Task objective » Skip any image you find and restate the rest of the data word for word.

Segment Start: Study material

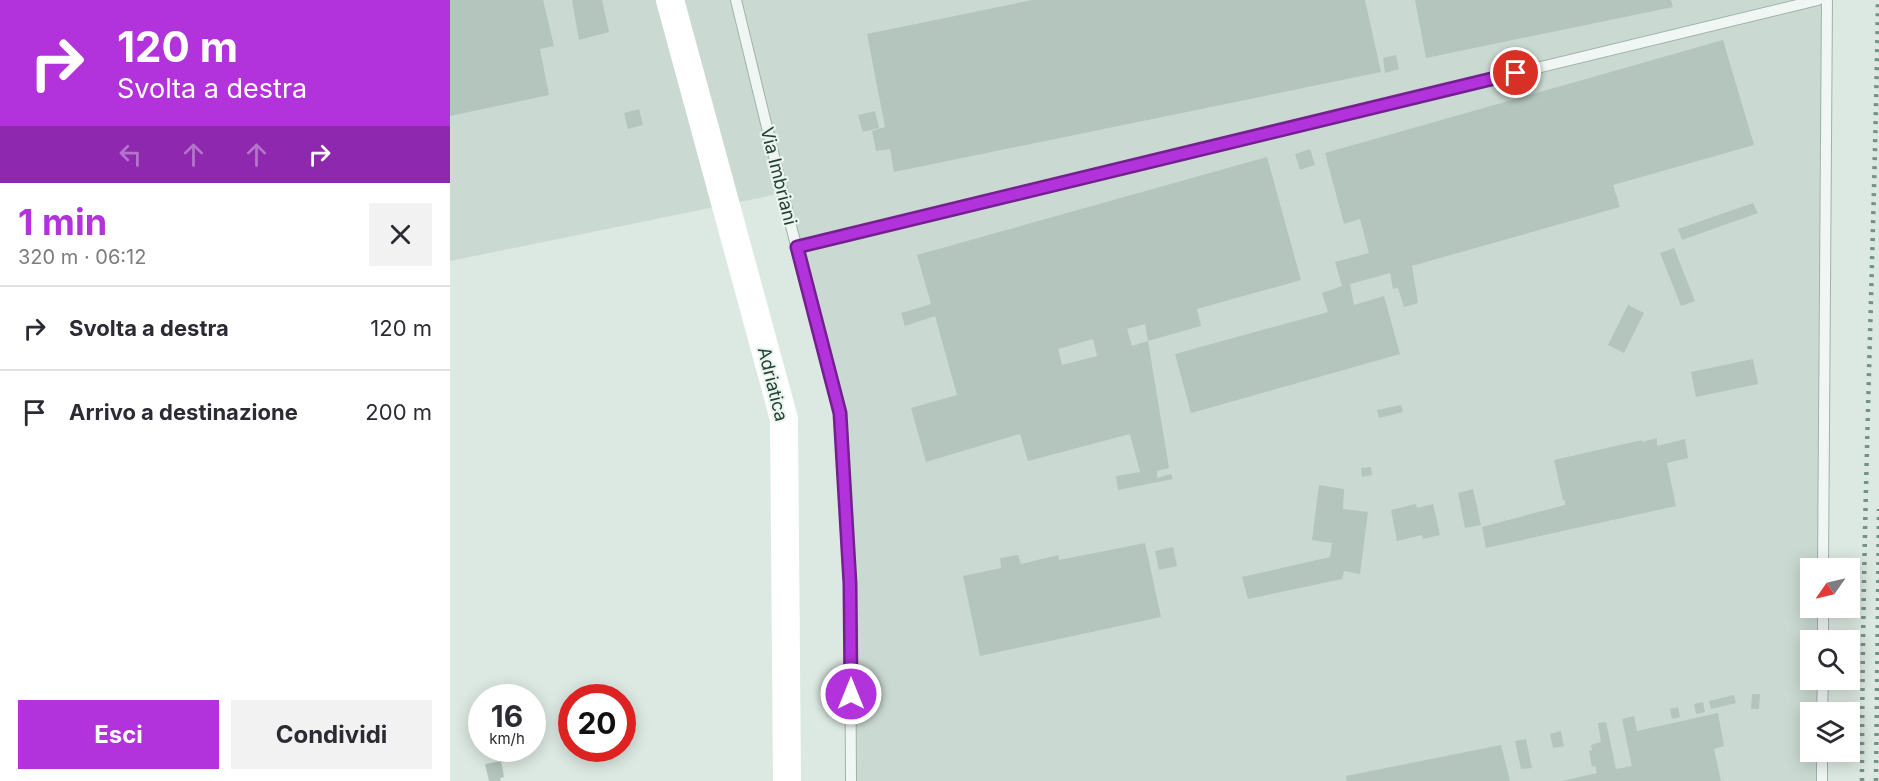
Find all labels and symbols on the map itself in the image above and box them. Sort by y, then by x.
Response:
pin [1490,47,1541,98]
street label: Via Imbriani [757,125,801,227]
street label: Adriatica [754,345,792,423]
north arrow [1800,558,1860,618]
position arrow [819,662,883,726]
speed limit sign: 20 [558,684,636,762]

Segment End: Study material

Finished task »
Find all labels and symbols on the map itself in the image above and box them. Sort by y, then by x.
Response:
pin [1490,47,1541,98]
street label: Via Imbriani [757,125,801,227]
street label: Adriatica [754,345,792,423]
north arrow [1800,558,1860,618]
position arrow [819,662,883,726]
speed limit sign: 20 [558,684,636,762]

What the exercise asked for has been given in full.